Return only those lines of the records below in which "screen" appears.

### [Records supplied]
* * *

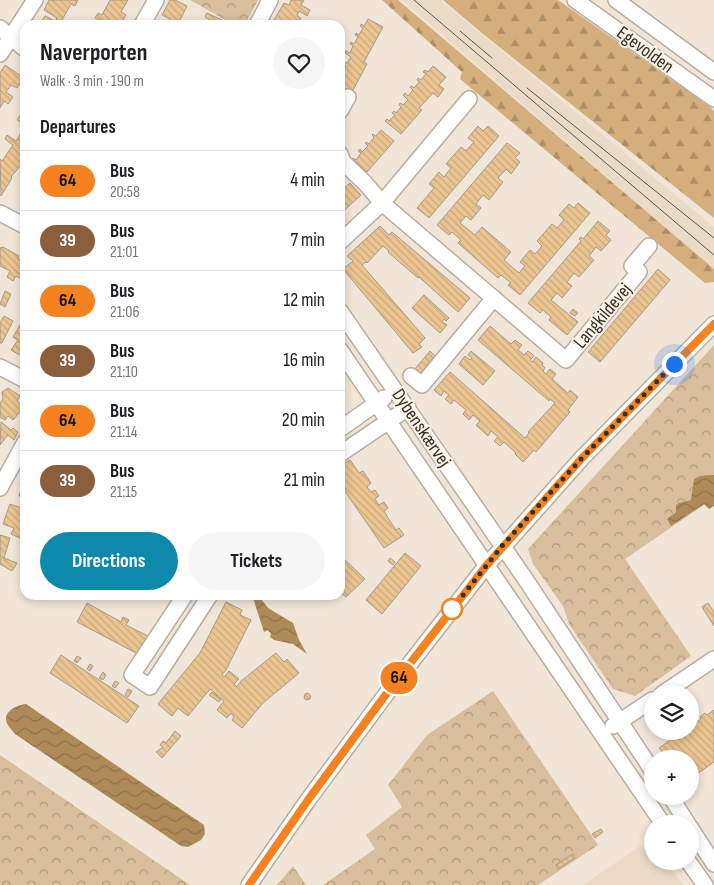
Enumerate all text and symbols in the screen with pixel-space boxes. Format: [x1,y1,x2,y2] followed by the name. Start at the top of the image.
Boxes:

* * *

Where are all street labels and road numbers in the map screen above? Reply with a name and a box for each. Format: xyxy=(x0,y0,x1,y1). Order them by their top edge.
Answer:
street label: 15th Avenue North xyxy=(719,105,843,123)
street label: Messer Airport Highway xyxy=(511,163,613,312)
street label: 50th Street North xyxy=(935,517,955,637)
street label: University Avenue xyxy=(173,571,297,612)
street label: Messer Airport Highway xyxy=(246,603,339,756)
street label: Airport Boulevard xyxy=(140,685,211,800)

* * *

### [Output for this exercise]
Enumerate all text and symbols in the screen with pixel-space boxes. Format: [x1,y1,x2,y2] followed by the name. Start at the top of the image.
Where are all street labels and road numbers in the map screen above? Reply with a name and a box for each. Format: xyxy=(x0,y0,x1,y1). Order them by their top edge.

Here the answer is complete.